Capturing farmer voice, images, and rankings at scale to improve real-world crop evaluation.
Context
Sikia was developed within the Alliance of Bioversity International and CIAT to modernize participatory on-farm trials by integrating AI into the widely used TRICOT methodology and ClimMob platform.
Problem
Crop breeding programs lack scalable ways to capture rich farmer feedback and real-world performance data.
- Farmer insights are mostly lost or reduced to simple rankings
- Voice and observational data are difficult to collect at scale
- Existing tools (e.g. form-based systems) are fragmented and not AI-enabled
- Donors increasingly question whether current systems can keep pace with modern AI capabilities
Result: critical data gaps in evaluating crop varieties under real on-farm conditions.
Solution
Sikia is an offline-first mobile and web platform that integrates:
- 📊 Structured ranking data (TRICOT methodology)
- 🎤 Voice-based farmer feedback (speech-to-text)
- 📷 Image capture (computer vision for trait extraction)
All combined into a unified, AI-enabled workflow that transforms multimodal field data into structured insights for breeders.
My role
Project Lead – Sikia
- Defined product vision, strategy, and roadmap under tight donor timelines
- Hired and led a focused engineering team (mobile + backend)
- Aligned stakeholders across research, AI (NDIZI), and legacy systems (ClimMob)
- Translated complex research workflows into scalable digital product architecture
- Led MVP delivery planning across rapid prototyping phases
Approach
Delivered an end-to-end MVP (April 2026) with:
- Offline-first mobile data collection (critical for rural environments)

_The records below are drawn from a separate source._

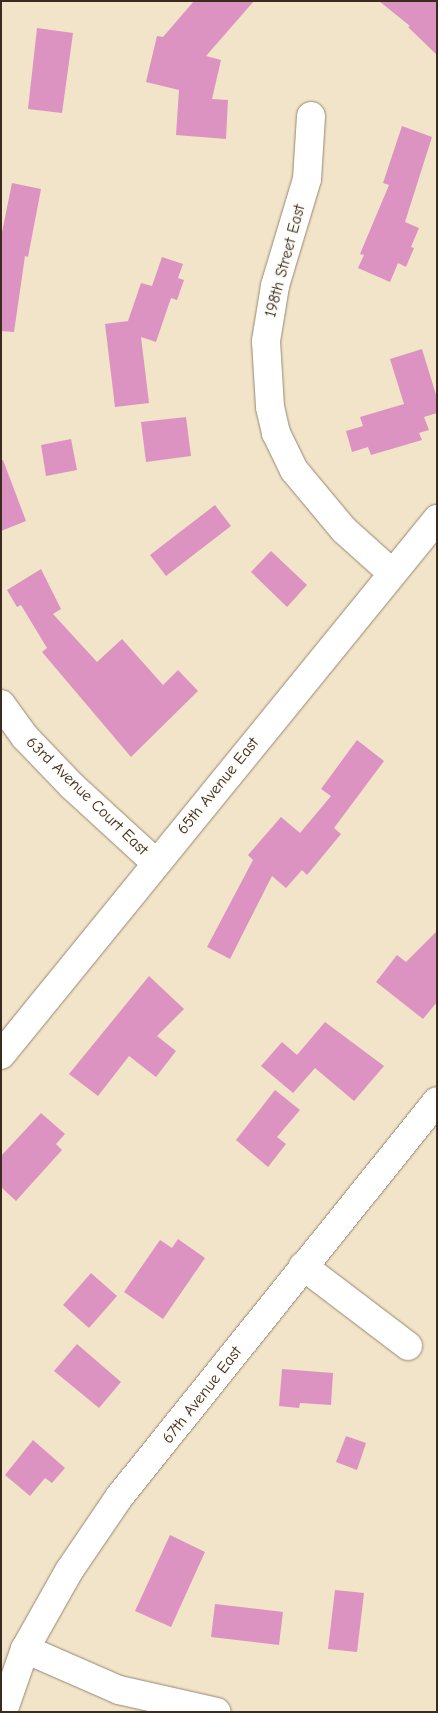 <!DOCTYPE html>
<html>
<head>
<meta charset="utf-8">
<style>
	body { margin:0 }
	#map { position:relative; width:438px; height:1713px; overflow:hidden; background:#f2e4c8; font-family:"Comic Neue",sans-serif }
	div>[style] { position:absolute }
	.building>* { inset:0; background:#dc93c1 }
	.roads { filter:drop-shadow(0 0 1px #968773) drop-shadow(0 0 1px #968773) }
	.minor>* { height:28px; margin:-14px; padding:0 14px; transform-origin:14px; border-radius:14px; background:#fff }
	span { translate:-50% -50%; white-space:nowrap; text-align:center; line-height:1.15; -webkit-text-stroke:4px #fdfcf7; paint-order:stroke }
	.street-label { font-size:16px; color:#3b2a1e }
	.frame { position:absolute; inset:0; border:2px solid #3b2a1e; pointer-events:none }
</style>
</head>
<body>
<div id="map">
	<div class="building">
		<i style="clip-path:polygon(194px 1px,254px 1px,206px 56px,221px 60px,212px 99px,228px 100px,226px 139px,176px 135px,179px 90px,146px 82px,157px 36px,163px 37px)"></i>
		<i style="clip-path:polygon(379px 1px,437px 1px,437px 55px,408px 27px,410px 26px)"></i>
		<i style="clip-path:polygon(37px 28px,73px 33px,62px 113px,28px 109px)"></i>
		<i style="clip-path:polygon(402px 126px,432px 137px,405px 222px,419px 228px,411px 247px,414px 248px,406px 267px,398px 263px,390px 282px,358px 268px,364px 255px,360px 254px,389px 185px,383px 183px)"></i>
		<i style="clip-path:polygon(12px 183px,41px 189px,28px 257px,25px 256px,14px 332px,1px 331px,1px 237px)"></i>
		<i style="clip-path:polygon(162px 257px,183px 264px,178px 278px,184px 280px,177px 300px,171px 298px,156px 342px,141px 337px,149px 403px,115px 407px,105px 324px,128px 321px,141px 283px,152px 286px)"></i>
		<i style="clip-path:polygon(422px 349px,437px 398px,437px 413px,424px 417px,429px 430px,419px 433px,422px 440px,371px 455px,368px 447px,352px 452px,346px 431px,363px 426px,360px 417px,404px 404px,390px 359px)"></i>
		<i style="clip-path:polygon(186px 417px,191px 456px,146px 462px,141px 422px)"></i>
		<i style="clip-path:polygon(71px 439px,77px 470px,46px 476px,41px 445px)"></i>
		<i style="clip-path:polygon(3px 460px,26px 521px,1px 531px,1px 461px)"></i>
		<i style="clip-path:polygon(215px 505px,231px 526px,166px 576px,150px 555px)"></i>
		<i style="clip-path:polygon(271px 551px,307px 585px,287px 607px,251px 572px)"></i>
		<i style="clip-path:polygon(41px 569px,61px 609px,53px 614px,97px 662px,122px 639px,163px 685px,178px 670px,198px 691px,131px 757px,42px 652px,47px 648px,21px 605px,17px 607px,7px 590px)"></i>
		<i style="clip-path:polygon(357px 740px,384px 761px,334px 828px,341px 834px,307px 875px,302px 870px,286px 888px,272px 876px,230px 959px,207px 947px,253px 860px,248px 855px,281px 817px,300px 833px,331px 796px,321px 789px)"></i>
		<i style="clip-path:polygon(437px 931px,437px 1002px,423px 1019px,376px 982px,397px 955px,406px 962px)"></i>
		<i style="clip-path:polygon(149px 976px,184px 1009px,157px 1036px,176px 1051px,156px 1077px,129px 1056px,98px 1096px,69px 1074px)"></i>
		<i style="clip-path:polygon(325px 1022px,384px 1066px,354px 1101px,315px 1068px,293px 1093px,261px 1066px,282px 1042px,297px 1055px)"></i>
		<i style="clip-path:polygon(275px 1090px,300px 1110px,277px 1137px,286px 1144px,268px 1167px,236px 1140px)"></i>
		<i style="clip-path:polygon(41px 1113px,65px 1134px,56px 1144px,62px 1150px,16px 1201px,1px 1187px,1px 1156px)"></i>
		<i style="clip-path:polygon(178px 1239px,205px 1258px,163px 1319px,124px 1292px,160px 1240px,172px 1248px)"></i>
		<i style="clip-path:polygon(91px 1273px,117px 1296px,89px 1328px,63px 1305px)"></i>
		<i style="clip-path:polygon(77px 1344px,121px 1382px,99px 1408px,54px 1371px)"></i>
		<i style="clip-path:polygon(282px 1369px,333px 1373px,331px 1405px,300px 1403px,299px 1408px,279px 1406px)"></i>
		<i style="clip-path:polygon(346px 1436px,366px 1443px,357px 1470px,336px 1462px)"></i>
		<i style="clip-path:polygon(33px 1440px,65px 1468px,52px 1483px,45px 1478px,30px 1496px,5px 1475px)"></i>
		<i style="clip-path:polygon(170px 1535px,205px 1552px,171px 1627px,135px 1611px)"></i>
		<i style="clip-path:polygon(335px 1590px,364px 1593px,357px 1652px,328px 1649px)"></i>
		<i style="clip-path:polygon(215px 1604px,283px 1612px,279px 1645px,211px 1637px)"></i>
	</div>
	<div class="roads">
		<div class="minor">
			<i style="left:311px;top:116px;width:63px;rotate:93.6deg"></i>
			<i style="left:307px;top:179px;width:112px;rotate:106.7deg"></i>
			<i style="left:275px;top:286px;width:56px;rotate:99.3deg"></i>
			<i style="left:266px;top:341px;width:66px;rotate:86.5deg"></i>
			<i style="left:270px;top:407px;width:27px;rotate:77deg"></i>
			<i style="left:276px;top:433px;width:41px;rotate:64.1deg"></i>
			<i style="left:294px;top:470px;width:78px;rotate:50.2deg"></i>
			<i style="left:344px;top:530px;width:64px;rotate:41.9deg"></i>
			<i style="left:1px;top:704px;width:41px;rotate:54deg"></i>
			<i style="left:25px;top:737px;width:68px;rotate:46.2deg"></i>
			<i style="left:72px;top:786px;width:113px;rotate:42.5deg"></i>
			<i style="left:1px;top:1055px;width:691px;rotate:-50.87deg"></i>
			<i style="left:303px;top:1266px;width:132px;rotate:37.3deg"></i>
			<i style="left:25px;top:1649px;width:103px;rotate:23.6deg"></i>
			<i style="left:119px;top:1690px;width:100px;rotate:12.7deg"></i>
			<i style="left:3px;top:1712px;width:67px;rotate:-70.8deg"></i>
			<i style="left:25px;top:1649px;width:90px;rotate:-60.6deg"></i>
			<i style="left:69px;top:1571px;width:91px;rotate:-55.8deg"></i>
			<i style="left:120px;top:1496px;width:506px;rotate:-51.25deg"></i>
		</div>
	</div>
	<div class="street-label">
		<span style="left:285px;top:261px;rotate:-75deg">198th Street East</span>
		<span style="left:218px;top:786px;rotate:-51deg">65th Avenue East</span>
		<span style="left:87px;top:796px;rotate:44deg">63rd Avenue Court East</span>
		<span style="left:202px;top:1395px;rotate:-52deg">67th Avenue East</span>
	</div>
	<div class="frame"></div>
</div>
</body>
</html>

- Multilingual voice capture (English + Swahili)
- Image-based trait data capture with AI integration
- Middleware layer connecting ClimMob with AI pipelines
- Unified backend for data ingestion, validation, and analytics
Impact (early / expected)
- Enables farmer voice to be captured at scale, not just rankings
- Bridges the gap between participatory research and AI-driven analysis
- Positions the platform as a next-generation upgrade to ClimMob
- Responds directly to donor pressure to modernize digital infrastructure
- Creates a foundation for scaling across CGIAR and national programs
Why it matters
Sikia advances inclusive, data-driven agricultural innovation by:
- Making farmer knowledge measurable and actionable
- Enabling evidence-based crop improvement under real conditions
- Supporting development of climate-resilient varieties
- Bridging digital divides through offline-first, accessible technology
Key challenges
- Low-resource environments (connectivity, devices, logistics)
- Limited availability of high-quality AI models for African languages
- Integration with legacy systems (ClimMob) without disrupting workflows
- Aligning multiple stakeholders (researchers, donors, engineers) under time pressure
Key insight
Farmer-generated voice and image data, when combined with structured rankings, can significantly improve how crop performance is evaluated — but only if captured in a simple, scalable, and AI-enabled way.